Dirgalara

Chris Aridita
Chapter #1

1

Menghadapi kematian dengan santai. Duduk di atas motor CBR tahun 1970 modifikasi Deus Ex Machina, Dirga yang dengan cueknya menyulut rokok Malboro Light. Jaket Army hijau belel melekat pada badan tegap, di depan Jalan Serma gang 12, dipandangnya aspal hitam yang sepi itu sambil menghisap nikmat batang putih yang sarat akan tembakau. Tak lama kemudian smartphone berdering, dengan santai Dirga mengambilnya dari kantong celana seragam putih abu-abunya.

"Yo."

"Bro, aku Willy sama Tommy udah deket gudang ni, aku lihat ada sembilan orang, aku eksekusi sekarang. Tolong jagain kalo ada orang luar yang masuk."

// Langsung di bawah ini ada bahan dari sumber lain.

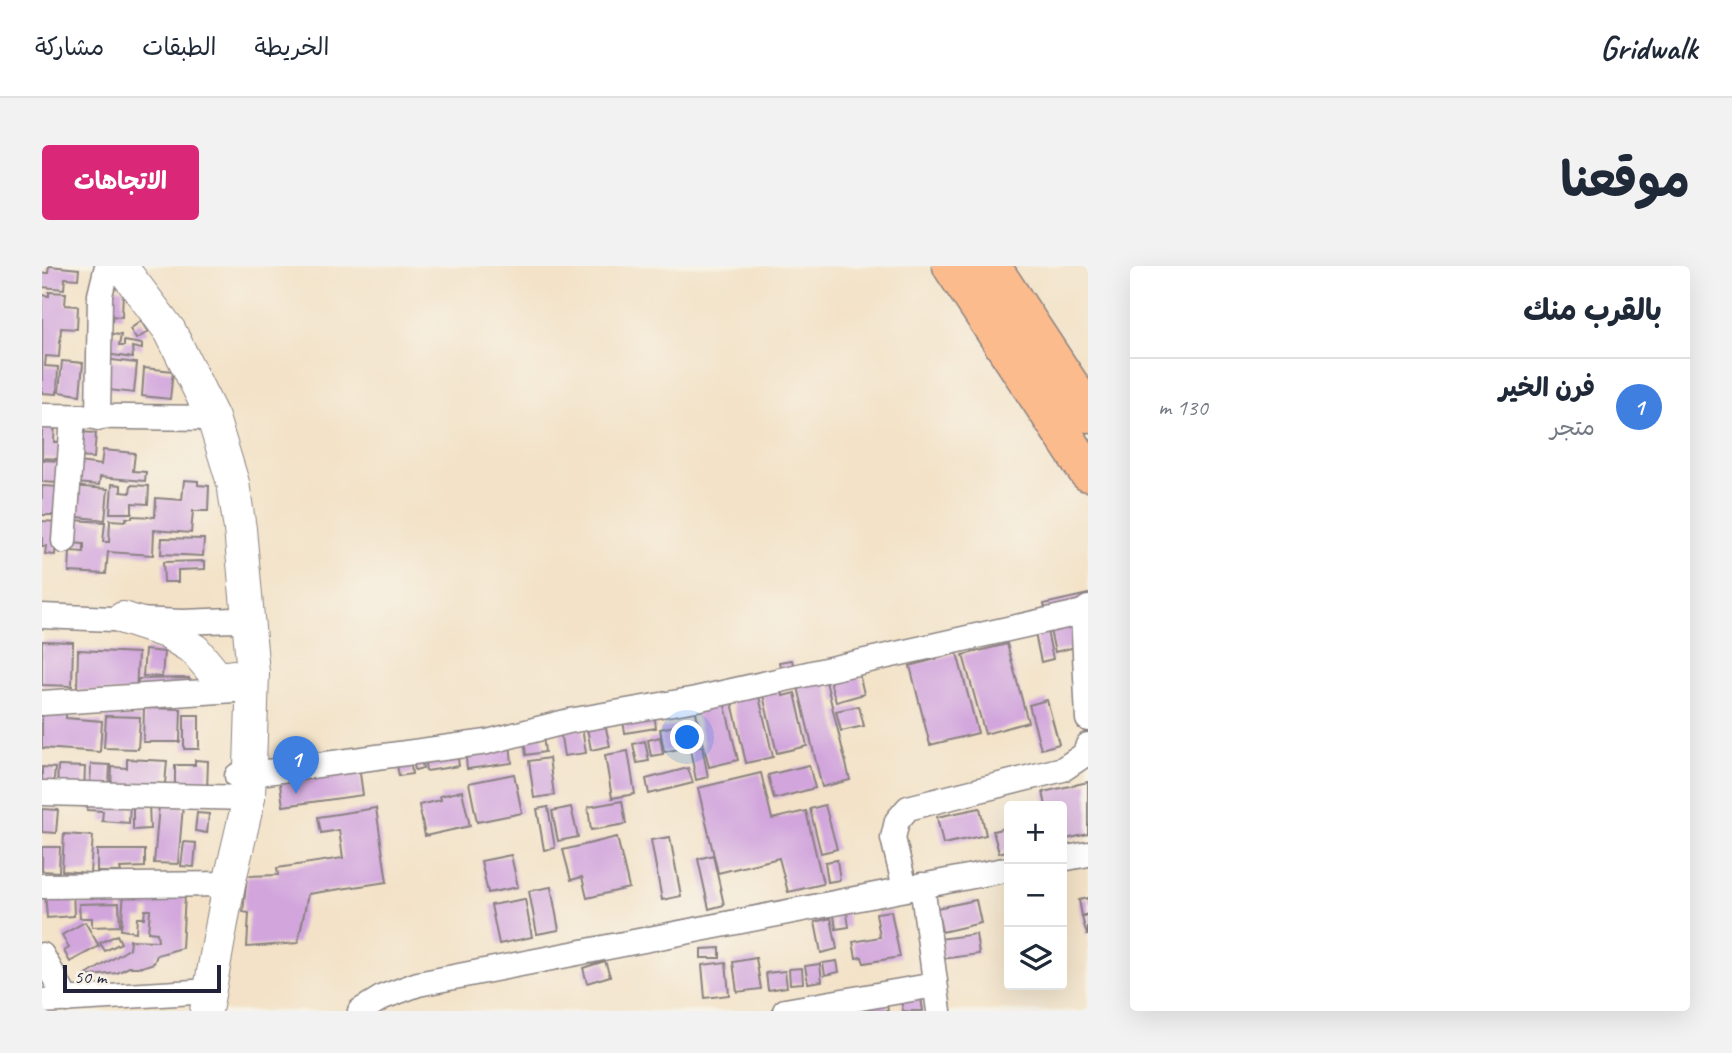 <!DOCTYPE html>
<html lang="ar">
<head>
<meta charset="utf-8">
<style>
  :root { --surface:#fff; --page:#f2f2f3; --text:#1f2937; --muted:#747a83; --line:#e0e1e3; --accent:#db2777 }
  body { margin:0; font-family:Caveat,"Playpen Sans Arabic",sans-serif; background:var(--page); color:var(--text); direction:rtl }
  .controls { position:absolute; right:21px; bottom:21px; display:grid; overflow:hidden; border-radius:7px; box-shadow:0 7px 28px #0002 }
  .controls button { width:63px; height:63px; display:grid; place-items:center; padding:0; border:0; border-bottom:2px solid var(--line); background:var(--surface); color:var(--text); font:35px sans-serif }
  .scale { position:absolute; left:21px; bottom:18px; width:158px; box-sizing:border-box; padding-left:7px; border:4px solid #22223b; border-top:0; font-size:19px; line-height:24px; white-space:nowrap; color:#22223b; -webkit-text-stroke:5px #f7f3e8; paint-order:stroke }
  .you { position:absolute; left:646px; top:472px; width:24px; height:24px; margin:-18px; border:5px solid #fff; border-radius:50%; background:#1a73e8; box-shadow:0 0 0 10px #1a73e833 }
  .badge { display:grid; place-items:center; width:46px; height:46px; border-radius:50%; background:var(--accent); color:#fff; font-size:23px; font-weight:700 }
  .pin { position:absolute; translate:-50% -58px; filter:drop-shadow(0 2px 4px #0008) }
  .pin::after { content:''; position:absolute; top:37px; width:24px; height:21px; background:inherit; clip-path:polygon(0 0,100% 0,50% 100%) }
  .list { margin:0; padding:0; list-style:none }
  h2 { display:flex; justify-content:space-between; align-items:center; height:91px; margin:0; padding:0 28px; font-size:30px }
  h2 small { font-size:23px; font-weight:400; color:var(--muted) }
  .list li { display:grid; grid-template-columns:46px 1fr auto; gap:21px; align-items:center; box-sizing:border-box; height:98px; padding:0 28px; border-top:2px solid var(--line) }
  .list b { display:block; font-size:26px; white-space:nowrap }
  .list p { margin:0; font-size:23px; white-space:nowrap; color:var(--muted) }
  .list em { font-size:23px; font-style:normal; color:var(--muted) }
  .icon { flex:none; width:38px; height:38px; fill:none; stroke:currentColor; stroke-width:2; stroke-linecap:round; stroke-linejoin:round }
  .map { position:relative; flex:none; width:1046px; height:745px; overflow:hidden; direction:ltr; border-radius:7px }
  header { display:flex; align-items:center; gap:42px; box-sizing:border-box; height:98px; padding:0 35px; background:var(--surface); border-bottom:2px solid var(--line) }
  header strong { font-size:33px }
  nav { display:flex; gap:38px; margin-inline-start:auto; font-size:24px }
  .intro { display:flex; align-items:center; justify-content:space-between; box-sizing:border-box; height:168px; padding:0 42px }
  h1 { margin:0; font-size:49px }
  .button { padding:18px 32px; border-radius:7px; background:var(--accent); color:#fff; font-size:24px; font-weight:700 }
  main { display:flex; gap:42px; padding:0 42px }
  aside { flex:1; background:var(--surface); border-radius:7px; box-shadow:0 7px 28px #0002 }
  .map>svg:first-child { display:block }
  .building { fill:#d2a6dd }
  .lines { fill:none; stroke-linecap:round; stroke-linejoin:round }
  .minor-casing { stroke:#8a8281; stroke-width:27 }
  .tertiary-casing { stroke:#8a8281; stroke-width:34 }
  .trunk-casing { stroke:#8a8281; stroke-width:41 }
  .minor { stroke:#fff; stroke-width:24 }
  .tertiary { stroke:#fff; stroke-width:32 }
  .trunk { stroke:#fbbb8c; stroke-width:38 }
</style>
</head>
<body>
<header>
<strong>Gridwalk</strong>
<nav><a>الخريطة</a><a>الطبقات</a><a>مشاركة</a></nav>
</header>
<div class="intro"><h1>موقعنا</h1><a class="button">الاتجاهات</a></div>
<main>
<aside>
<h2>بالقرب منك<small></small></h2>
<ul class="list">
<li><span class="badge" style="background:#3f7fe0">1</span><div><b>فرن الخير</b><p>متجر</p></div><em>130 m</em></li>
</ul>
</aside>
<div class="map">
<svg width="1046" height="745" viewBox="0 0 1046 745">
  <rect width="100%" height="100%" fill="#f7f3e8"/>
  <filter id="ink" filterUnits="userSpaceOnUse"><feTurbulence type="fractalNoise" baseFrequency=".0143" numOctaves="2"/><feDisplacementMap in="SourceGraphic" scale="14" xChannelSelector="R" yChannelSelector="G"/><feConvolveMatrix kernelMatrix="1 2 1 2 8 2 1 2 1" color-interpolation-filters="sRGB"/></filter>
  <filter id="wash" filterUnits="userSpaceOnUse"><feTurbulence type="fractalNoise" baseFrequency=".00686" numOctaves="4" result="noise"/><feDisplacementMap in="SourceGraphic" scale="28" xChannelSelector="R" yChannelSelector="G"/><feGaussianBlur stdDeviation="1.57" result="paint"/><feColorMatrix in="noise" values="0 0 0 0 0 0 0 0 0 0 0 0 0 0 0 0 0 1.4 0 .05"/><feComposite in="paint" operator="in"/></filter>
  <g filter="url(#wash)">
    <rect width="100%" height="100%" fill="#f3e2c7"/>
    <g id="blocks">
      <!-- building -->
      <g class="building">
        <path d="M7,0L37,3L36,13L23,12L22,23L0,21V7H6Z"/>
        <path d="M69,22L81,23L80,51L56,49Z"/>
        <path d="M7,26L24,27L23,39L36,40L35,63L19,62L17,91L4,90L3,100L16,101L15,128L0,127V29L7,30Z"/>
        <path d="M99,55L106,66L94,73L88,63Z"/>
        <path d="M68,68L79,69L77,80H82V75L100,78V83L90,81L91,92L64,88Z"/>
        <path d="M62,93L95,97L92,127L58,123Z"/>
        <path d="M20,95L41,97L38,129L17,126Z"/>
        <path d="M102,102L131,105L128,133L100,130Z"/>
        <path d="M0,154L13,155L12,176H18L16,193L0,192Z"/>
        <path d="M37,166L54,167L52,192L35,191Z"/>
        <path d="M61,184L93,187L91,205L104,206L103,215L58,211L57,219L34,217L36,196L59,199Z"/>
        <path d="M0,194L18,195L16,217L0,216Z"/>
        <path d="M142,214L156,215V219L167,220L166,245H151L149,267L112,264L111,289L66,286L64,308L27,306L28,285L42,286V278L29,277L30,254L63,256L61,276H67L68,254L84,255V252H90V250L113,251L114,232L140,234Z"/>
        <path d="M70,218L79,219V226L88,227L89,219L107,220L106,238L90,237V247H68Z"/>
        <path d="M0,220L19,221L18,249H0Z"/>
        <path d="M28,220L66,223L63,254L27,250Z"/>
        <path d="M0,255L15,256L13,289L3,288L4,280H0Z"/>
        <path d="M120,272L162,273L161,290L119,288Z"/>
        <path d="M163,295V303L136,304V316H122L121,296Z"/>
        <path d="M1046,328V378L1013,386L1002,338Z"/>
        <path d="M1004,360L1011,393L999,396L992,363Z"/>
        <path d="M0,375L31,376L30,420L0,419Z"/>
        <path d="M965,378L986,456L943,468L921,389Z"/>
        <path d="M36,384L96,387L94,427L35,424Z"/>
        <path d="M103,384L122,386L120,411L101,410Z"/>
        <path d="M915,387L936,467L888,479L868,400Z"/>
        <path d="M750,394L753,406L780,399L808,514L780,521L755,417L742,420L737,396Z"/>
        <path d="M816,403L822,428L794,436L787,412Z"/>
        <path d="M736,409L741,430L753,427L765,480L735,487L717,413Z"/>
        <path d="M147,412V425L96,426V413Z"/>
        <path d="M713,413L731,491L704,497L686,419Z"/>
        <path d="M610,431L614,462L583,467L578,436Z"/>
        <path d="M681,431L696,494L667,501L652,438Z"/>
        <path d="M1005,434L1017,478L999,483L987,439Z"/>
        <path d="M817,440L822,460L799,465L794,445Z"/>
        <path d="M102,442L139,443L138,476H101Z"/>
        <path d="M0,445L24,447V452L60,455L58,486L0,482Z"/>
        <rect x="142" y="449" width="15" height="34"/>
        <path d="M64,450L98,451L96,483L62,482Z"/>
        <path d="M650,456L655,479L622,486L618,463Z"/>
        <path d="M563,458L568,480L549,484L545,462Z"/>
        <path d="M540,462L544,487L522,490L518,465Z"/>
        <path d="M501,470L503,486L484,489L482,472Z"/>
        <path d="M618,471L621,488L609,490L606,474Z"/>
        <path d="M603,475L607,495L595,497L591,478Z"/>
        <path d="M468,477L470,497L425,503L423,482Z"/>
        <path d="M660,480L666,511L654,514L648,483Z"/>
        <path d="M377,484L381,502L373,504L369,485Z"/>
        <path d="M415,485L417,500L384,505L382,489Z"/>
        <path d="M586,485L593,528L570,532L563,489Z"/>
        <path d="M368,491L370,508L357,510L354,493Z"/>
        <path d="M507,492L512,529L492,532L487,495Z"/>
        <path d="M85,493L125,495L123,518L95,517V521L69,520L70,501L85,502Z"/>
        <path d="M316,493L321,529L241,540L236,504Z"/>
        <path d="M153,494L166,495L165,525L133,524V499H153Z"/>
        <path d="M49,498L68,499L67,522L48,521Z"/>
        <path d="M767,499L773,522L732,533L726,509Z"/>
        <path d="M16,500L43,501L42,523L15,522Z"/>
        <path d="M0,501L13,502L11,524L0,523Z"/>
        <path d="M646,502L651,517L607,528L604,513Z"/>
        <path d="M719,507L730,553L764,545L781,618L746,626L737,592L676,607L656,522Z"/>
        <path d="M472,508L480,547L435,556L427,517Z"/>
        <path d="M1046,516V568L1020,574V540H1004L1001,526Z"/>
        <path d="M420,525L428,560L383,570L377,539L399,534L398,530Z"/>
        <path d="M46,534L88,537L87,557L60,555L61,545L45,544Z"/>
        <path d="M580,535L584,558L549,564L546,541Z"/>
        <path d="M91,537H107L108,563L91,564Z"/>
        <path d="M117,539L141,540L136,598L112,597Z"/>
        <path d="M783,539L795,583L779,587L768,543Z"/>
        <path d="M506,541L513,582L502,584L495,543Z"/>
        <path d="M529,541L536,571L516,575L510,545Z"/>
        <path d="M334,542L345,616L266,628L256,677L205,681L207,647L201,646L205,610L236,609L235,602L301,592L297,564L279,567L276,551Z"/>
        <path d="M938,542L944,569L901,578L895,551Z"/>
        <path d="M0,543L16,544L14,567L0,566Z"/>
        <path d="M155,547L167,548L165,567L153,565Z"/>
        <path d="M967,561V584L957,587L951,565Z"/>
        <path d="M22,568L51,570L48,607L20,605Z"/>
        <path d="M575,571L587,622L545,632L540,611L529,614L521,584Z"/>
        <path d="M628,571L639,630L620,634L609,574Z"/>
        <path d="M142,576L154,577L152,601L139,600Z"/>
        <path d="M0,581H18L17,606L0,605Z"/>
        <path d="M55,584H103V601L78,602L79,606H55Z"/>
        <path d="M469,589L476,621L446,627L439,595Z"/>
        <path d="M671,589L682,639L667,643L656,593Z"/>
        <path d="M795,594L798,614L786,616L783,596Z"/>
        <path d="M509,621L517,664L495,668L487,625Z"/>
        <path d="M31,624L32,650L5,652L3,626Z"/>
        <path d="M82,626L143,629L140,682L115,689L112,697L100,701H87L75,707L41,711L87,683L88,674L116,675L115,667L106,666L108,644H103L102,652H95L94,666L79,664Z"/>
        <path d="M1046,632V648L1040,650L1037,634Z"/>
        <path d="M483,633L490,671L457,678L449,639Z"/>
        <path d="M934,634L939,657L900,666L895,642Z"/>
        <path d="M77,637L78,660L50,661V652H38L37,638Z"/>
        <path d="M804,641L807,661L794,663L791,644Z"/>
        <path d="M849,645L858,691L822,697L820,691L814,692L811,676L838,671L834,647Z"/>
        <path d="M1046,649V669H1045L1040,651Z"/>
        <path d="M789,652L795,683L779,687L773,656Z"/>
        <path d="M43,656L57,680L28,696L22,685L27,682L20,669Z"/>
        <path d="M934,668L937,688L900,693L897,673Z"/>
        <path d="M75,669L79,677L63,685L58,677Z"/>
        <path d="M678,682V692H659V683Z"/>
        <path d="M714,692L719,723L695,726L691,696Z"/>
        <path d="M563,695L568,710L545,717L541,702Z"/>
        <path d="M795,695L797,706L783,709L781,697Z"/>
        <path d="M684,696L687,729L663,732L660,699Z"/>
        <path d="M778,698L780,715L766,717L763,700Z"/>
        <path d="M760,702L761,717L748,718L747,703Z"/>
        <path d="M743,705L745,721L726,724L724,707Z"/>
        <path d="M878,725L881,745H861L858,728Z"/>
        <path d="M843,727L846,745H820L818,731Z"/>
      </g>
    </g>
  </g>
  <g filter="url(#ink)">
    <use href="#blocks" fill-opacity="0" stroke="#8a8281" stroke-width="2"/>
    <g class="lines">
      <defs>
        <g id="minor">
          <path d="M0,150L171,152"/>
          <path d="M56,152L58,29L65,0"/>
          <path d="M22,275L31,151"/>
          <path d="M1046,342L1041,346L1046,453"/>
          <path d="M0,350L141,356L191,354L207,356"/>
          <path d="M0,437L192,424"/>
          <path d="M195,510L445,476L527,455L654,433L1046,345"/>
          <path d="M0,527L207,532"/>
          <path d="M1020,593L1046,588"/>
          <path d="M880,619L897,745"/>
          <path d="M0,620L187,618"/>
          <path d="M863,622L851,572L855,555L866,542L1021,503L1042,489L1046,479"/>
          <path d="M0,689L25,734"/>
          <path d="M0,735L169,725"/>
          <path d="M318,745L341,731L376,718L967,603"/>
          <path d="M743,745L893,719"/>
        </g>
        <g id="tertiary">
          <path d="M79,0L128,65L171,152L191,217L198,263L211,407L207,532L187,618L164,745"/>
          <path d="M81,352L124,366L153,384L176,412L191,410"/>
        </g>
        <g id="trunk">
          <path d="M910,0L1046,206"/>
          <path d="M949,0L1046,147"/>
        </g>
      </defs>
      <!-- minor casing -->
      <use href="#minor" class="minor-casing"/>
      <!-- tertiary casing -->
      <use href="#tertiary" class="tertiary-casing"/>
      <!-- trunk casing -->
      <use href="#trunk" class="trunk-casing"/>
      <!-- minor -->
      <use href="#minor" class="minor"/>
      <!-- tertiary -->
      <use href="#tertiary" class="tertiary"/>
      <!-- trunk -->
      <use href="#trunk" class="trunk"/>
    </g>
  </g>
</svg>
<div class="controls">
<button>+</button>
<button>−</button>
<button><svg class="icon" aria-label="layers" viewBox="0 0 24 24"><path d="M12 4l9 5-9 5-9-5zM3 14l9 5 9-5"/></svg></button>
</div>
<div class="scale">50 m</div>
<div class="you"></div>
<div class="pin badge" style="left:254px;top:528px;background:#3f7fe0">1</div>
</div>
</main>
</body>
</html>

"Santai Tan, aku di sini cuma berdelapan, nggak tau nanti anak-anak ikut juga kayaknya. Aku kenal kok sama orang luarnya, paling anak-anak SMA sebelah."

"Uda siap, kalau mereka melanggar perjanjian?"

"Beres, tapi kita usahain diplomasi dulu, sebisa mungkin sih tangan kosong."

"Good."

"Have fun, Ethan!" Kemudian telepon pun ditutup.

"Qe1 kok bisa sih santai banget Dir?" kata Wigun yang duduk di trotoar di samping Sudi.

"Santai aja lah! Kenapa? Mati-matilah."

"Jingg! Nggak mau aku tawuran gini," kata Sudi yang sudah agak gugup.

"Santai Sud, kakak kelas yang udah nge-bully itu emang pantes kita giniin. Qe nggak kasian sama anak kelas sepuluh kemarin yang dibuang bajunya? Qe nggak kasian sama temen-temen kita yang pernah dipalak?"

"Tapi kenapa mereka nggak dateng ya?"

"Nyantai aja ... ntar juga dateng, Aku uda panggil backup kok!" 

Tak lama kemudian suara motor datang dari jalan sebelah, suaranya meraung-raung tidak keruan. Anak-anak SMA lain datang. Lalu Dirga mematikan rokoknya dan menyimpan sampah rokok itu di saku jaketnya karena di sekitar sana tidak ada tong sampah. Dirga berjalan pelan ke tengah jalan mencegat rombongan itu. Gayanya santai, dan kedua tangannya masuk kantong, ditatapnya kira-kira 40 orang yang siap berperang dengan tatapan menantang.

"Minggir qe! Bangsat!"

"Turun dulu bro, kita bicara," kata Dirga santai seolah ia bisa menghadapi sendiri kerumunan itu.

Seorang berbadan hitam tinggi besar pemimpin gerombolan yang bernama Dwitarna, turun dari motor dan menghampiri Dirga. "Minggir Dir! Qe ngapain ikut gabung sama anak-anak ini?"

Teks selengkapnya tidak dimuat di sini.